Segment Start: Material shown
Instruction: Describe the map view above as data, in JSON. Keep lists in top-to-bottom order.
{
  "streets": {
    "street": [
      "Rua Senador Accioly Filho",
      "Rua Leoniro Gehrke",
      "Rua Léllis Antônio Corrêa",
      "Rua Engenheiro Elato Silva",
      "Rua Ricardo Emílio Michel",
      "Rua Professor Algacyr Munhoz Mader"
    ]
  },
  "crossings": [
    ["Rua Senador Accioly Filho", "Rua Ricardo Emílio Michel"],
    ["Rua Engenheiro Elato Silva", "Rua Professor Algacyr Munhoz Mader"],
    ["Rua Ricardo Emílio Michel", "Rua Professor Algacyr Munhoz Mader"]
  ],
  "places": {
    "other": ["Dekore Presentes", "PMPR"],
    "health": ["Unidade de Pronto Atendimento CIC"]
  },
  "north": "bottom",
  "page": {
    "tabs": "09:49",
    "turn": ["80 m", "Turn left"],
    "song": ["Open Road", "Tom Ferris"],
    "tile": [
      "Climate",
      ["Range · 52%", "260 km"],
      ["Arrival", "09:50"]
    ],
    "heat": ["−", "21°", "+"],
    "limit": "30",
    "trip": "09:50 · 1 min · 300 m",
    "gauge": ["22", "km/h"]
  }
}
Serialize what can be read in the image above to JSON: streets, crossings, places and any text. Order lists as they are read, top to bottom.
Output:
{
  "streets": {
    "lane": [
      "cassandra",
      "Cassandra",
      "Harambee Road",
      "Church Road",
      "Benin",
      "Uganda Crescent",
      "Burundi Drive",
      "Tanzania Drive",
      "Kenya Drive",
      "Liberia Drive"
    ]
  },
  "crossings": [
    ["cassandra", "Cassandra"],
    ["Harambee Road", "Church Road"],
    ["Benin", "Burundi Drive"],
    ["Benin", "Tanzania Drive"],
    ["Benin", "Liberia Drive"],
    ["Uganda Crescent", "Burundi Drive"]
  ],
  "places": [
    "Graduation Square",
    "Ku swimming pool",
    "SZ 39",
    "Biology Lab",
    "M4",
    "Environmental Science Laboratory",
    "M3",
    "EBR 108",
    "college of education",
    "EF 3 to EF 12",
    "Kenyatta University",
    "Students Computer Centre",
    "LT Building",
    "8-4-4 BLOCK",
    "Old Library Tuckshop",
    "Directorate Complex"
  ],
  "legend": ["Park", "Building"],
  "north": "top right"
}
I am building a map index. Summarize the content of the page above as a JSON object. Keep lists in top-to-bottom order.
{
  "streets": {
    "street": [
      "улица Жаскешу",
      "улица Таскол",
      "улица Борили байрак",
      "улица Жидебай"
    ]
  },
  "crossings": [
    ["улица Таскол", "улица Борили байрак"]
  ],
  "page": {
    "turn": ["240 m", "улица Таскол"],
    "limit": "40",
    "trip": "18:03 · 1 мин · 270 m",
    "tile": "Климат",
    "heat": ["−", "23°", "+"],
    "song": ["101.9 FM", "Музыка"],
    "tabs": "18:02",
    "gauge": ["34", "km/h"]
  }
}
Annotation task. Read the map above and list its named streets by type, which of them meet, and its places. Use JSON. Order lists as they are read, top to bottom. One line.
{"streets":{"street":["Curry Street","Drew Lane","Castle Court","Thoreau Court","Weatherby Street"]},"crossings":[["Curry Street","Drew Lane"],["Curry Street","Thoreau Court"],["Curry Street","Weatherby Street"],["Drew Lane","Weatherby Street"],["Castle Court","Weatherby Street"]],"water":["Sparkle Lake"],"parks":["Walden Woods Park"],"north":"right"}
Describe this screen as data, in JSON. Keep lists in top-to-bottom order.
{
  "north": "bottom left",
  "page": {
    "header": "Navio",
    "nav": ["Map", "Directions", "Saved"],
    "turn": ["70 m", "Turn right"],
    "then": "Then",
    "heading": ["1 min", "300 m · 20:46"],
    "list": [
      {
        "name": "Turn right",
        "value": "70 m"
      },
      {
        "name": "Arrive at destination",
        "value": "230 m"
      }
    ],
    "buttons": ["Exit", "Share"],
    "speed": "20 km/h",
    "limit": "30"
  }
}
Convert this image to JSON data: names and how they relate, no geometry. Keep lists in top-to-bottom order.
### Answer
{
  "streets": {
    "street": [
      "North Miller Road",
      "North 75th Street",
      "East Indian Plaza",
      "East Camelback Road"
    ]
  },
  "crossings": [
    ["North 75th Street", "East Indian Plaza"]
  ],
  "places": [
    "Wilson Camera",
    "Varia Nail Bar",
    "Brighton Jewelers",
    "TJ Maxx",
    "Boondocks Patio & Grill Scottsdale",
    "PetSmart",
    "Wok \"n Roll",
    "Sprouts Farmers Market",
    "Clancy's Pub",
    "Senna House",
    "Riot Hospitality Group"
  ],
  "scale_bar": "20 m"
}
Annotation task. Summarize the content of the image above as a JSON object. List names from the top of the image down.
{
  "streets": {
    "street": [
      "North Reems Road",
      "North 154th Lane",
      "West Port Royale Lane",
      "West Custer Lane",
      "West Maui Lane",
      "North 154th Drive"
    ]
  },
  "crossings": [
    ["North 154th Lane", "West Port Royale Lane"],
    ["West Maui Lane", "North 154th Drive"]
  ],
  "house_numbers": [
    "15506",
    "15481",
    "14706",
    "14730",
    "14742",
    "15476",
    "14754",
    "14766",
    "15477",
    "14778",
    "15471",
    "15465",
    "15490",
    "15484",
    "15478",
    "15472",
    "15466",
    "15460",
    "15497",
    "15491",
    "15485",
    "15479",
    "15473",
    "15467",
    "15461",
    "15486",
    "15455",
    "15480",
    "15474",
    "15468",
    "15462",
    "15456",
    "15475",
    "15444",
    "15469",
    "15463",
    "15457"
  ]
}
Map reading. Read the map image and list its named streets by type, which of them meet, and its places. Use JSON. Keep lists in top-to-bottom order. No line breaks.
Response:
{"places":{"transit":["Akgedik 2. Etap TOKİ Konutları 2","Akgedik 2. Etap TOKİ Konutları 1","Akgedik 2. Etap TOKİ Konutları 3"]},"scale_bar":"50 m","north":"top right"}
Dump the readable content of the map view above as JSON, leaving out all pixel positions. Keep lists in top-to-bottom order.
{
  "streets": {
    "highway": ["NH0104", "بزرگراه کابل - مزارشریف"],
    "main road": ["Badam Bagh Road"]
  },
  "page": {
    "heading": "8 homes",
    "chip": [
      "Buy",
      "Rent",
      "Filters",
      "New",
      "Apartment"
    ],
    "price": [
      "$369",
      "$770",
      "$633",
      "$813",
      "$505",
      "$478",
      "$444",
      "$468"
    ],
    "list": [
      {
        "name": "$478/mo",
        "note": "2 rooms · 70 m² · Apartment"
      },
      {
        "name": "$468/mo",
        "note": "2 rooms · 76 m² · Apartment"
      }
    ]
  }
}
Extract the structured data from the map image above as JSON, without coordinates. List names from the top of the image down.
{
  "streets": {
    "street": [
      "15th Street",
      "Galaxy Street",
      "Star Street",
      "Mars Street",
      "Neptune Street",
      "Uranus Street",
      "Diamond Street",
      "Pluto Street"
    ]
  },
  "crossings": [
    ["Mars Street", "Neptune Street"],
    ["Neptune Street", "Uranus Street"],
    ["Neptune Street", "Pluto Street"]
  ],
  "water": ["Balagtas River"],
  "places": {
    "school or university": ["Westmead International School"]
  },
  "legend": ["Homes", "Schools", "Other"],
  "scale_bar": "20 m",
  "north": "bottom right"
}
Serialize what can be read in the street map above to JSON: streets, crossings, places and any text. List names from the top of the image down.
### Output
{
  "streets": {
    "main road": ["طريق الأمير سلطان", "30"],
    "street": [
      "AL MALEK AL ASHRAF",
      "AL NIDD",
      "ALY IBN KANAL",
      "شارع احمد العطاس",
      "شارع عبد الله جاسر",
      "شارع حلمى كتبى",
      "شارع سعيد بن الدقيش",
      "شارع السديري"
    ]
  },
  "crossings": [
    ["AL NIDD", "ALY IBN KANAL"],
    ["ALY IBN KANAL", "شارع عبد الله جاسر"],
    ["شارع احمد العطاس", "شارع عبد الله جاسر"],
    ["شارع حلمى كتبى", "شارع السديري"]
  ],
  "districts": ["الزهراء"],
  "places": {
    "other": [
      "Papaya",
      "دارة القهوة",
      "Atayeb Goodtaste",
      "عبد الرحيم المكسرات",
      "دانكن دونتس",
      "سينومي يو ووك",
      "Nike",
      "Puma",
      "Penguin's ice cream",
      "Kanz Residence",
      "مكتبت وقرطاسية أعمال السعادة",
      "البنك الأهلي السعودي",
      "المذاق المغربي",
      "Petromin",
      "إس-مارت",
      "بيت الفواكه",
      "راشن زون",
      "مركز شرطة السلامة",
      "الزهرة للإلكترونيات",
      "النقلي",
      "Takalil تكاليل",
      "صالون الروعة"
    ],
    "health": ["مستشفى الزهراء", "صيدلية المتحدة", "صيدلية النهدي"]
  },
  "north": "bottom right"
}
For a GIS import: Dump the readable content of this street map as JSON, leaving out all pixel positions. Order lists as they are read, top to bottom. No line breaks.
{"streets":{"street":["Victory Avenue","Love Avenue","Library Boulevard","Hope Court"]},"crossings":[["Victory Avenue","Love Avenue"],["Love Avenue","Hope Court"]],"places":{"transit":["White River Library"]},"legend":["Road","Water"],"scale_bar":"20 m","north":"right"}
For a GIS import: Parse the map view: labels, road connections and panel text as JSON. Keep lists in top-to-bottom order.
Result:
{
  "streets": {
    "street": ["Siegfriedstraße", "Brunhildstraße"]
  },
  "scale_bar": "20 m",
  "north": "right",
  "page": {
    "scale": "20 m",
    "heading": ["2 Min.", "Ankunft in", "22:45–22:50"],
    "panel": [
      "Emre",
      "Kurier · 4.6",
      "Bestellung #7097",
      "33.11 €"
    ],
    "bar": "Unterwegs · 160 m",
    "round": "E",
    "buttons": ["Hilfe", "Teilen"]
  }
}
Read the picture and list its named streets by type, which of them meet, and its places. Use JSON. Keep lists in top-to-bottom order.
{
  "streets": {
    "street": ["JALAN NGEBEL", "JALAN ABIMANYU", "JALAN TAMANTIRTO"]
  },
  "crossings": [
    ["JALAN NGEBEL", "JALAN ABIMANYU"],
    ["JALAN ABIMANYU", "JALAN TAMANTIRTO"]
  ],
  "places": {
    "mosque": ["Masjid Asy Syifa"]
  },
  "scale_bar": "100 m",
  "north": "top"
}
Segment End: Material shown
■ **Task details**
Looking at the records above, work out how many lines contain "what". Give the number only.

■ **Exercise output**
2